Thanks @rthedin, these are good suggestions. One thing I tried was to move the refinement zones higher so they wouldn't touch the bottom boundary, but it didn't help with MAC projection. Although, we do need refinement zones close to the ground surface for this application, so it wouldn't have been a perfect solution anyway.

Yes, I think there is something possibly going on with the cell counts or grid sizes. Changing the amr.blocking_factor and the amr.max_grid_size in the unstable ABL case where MAC_projections failed didn't help, but maybe a strict power of 2 is necessary....

Lawrence

lawrenceccheung avatar Jul 27 '23 17:07 lawrenceccheung

This issue is stale because it has been open 30 days with no activity.

github-actions[bot] avatar Aug 27 '23 02:08 github-actions[bot]

More updates on this MAC projection issues: I tried this out on Frontier, and see the same problem happening, so it's independent of the machine architecture. However, it does look like it's sensitive to a number of things, including:

  • mesh domain/n_cell
  • the number of cores that are used
  • the forcing used.

If you're interested in trying this out, StableABL_precursor1.inp is another case, which has the same ABL BC's as StableABL_precursor2.inp, but set up on a slightly smaller domain and with different mesh counts. I'm also just testing it out for 10 iterations to use the debug queue.

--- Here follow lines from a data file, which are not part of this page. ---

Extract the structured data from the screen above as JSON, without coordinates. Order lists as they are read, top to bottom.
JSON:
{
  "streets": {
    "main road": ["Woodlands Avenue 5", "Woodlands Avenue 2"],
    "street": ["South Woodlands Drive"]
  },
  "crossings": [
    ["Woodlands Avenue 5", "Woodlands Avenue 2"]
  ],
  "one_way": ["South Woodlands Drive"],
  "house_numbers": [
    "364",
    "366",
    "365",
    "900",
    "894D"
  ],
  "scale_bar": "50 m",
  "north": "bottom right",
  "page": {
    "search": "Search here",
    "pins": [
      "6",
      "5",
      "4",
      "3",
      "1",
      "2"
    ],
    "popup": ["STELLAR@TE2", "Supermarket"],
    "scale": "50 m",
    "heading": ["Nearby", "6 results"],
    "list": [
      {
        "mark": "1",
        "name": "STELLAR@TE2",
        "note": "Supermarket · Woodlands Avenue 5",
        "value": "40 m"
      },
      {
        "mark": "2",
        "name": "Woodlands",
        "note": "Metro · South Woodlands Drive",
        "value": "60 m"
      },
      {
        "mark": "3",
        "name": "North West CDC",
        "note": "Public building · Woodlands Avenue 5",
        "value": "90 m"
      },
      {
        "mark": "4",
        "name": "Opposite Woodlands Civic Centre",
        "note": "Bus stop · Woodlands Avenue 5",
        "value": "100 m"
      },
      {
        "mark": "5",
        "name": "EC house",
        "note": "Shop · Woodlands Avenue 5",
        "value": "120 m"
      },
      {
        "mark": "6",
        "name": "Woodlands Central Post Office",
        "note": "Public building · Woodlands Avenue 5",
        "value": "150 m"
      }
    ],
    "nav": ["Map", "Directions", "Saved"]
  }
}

  1. It works on 128 nodes/1024 GPU's on Frontier. The first nodal projection step takes 92 iterations, but after that, both MAC and nodal projection seem to converge within 10 iterations.
  2. If you use 256 nodes/2048 GPU's, the MAC projection's max out
  3. If you turn on ABLMeanBoussinesq, the MAC projection's also max out.

Any thoughts @psakievich, @asalmgren, or @jrood-nrel? I can try other cases or mesh counts, but this seems to be fairly hit-or-miss at this point.

Lawrence

lawrenceccheung avatar Sep 11 '23 18:09 lawrenceccheung

This issue is stale because it has been open 30 days with no activity.

github-actions[bot] avatar Oct 12 '23 02:10 github-actions[bot]

This issue is stale because it has been open 30 days with no activity.

github-actions[bot] avatar Dec 14 '23 02:12 github-actions[bot]

Just to confirm on a recent build of AMR-Wind a1caec3 on Frontier, the MAC projections are still hitting the limits when I run on GPU's. I haven't been able to test on very many different combinations of GPU's/CPU's, but other ABL cases with level 0 only have been running fine on Frontier so far.

Lawrence

lawrenceccheung avatar Dec 28 '23 17:12 lawrenceccheung

Do we have a specific case that runs on cpu and fails on gpu?

Sent from my iPhone

On Dec 28, 2023, at 9:13 AM, lawrenceccheung @.***> wrote:



Assigned #886 https://github.com/Exawind/amr-wind/issues/886 to @asalmgren https://github.com/asalmgren.

— Reply to this email directly, view it on GitHub https://github.com/Exawind/amr-wind/issues/886#event-11352270576, or unsubscribe https://github.com/notifications/unsubscribe-auth/ACRE6YRFK44INZTZ4NZO7VDYLWSETAVCNFSM6AAAAAA2XT7DB2VHI2DSMVQWIX3LMV45UABCJFZXG5LFIV3GK3TUJZXXI2LGNFRWC5DJN5XDWMJRGM2TEMRXGA2TONQ . You are receiving this because you were assigned.Message ID: @.***>

asalmgren avatar Dec 28 '23 17:12 asalmgren

I don't have any case right now which consistently runs on CPU's and fails on GPU's, but because there seems to be a processor dependence, it's likely that the case StableABL_precursor1.inp mentioned above will work on some number of CPU's and fail on some other number of GPU's.

Lawrence

lawrenceccheung avatar Dec 28 '23 17:12 lawrenceccheung

Maybe the best use of everyone’s time is to wait until the next time this happens so we can go after a specific case?

Sent from my iPhone

On Dec 28, 2023, at 9:25 AM, lawrenceccheung @.***> wrote:



I don't have any case right now which consistently runs on CPU's and fails on GPU's, but because there seems to be a processor dependence, it's likely that the case StableABL_precursor1.inp https://github.com/lawrenceccheung/AWAKEN_summit_setup/blob/main/precursor/StableABL1/StableABL_precursor1.inp mentioned above will work on some number of CPU's and fail on some other number of GPU's.

Lawrence

— Reply to this email directly, view it on GitHub https://github.com/Exawind/amr-wind/issues/886#issuecomment-1871362685, or unsubscribe https://github.com/notifications/unsubscribe-auth/ACRE6YQ74V6RAGGZPVK26XLYLWTRBAVCNFSM6AAAAAA2XT7DB2VHI2DSMVQWIX3LMV43OSLTON2WKQ3PNVWWK3TUHMYTQNZRGM3DENRYGU . You are receiving this because you were mentioned.Message ID: @.***>

asalmgren avatar Dec 30 '23 18:12 asalmgren

This issue is stale because it has been open 30 days with no activity.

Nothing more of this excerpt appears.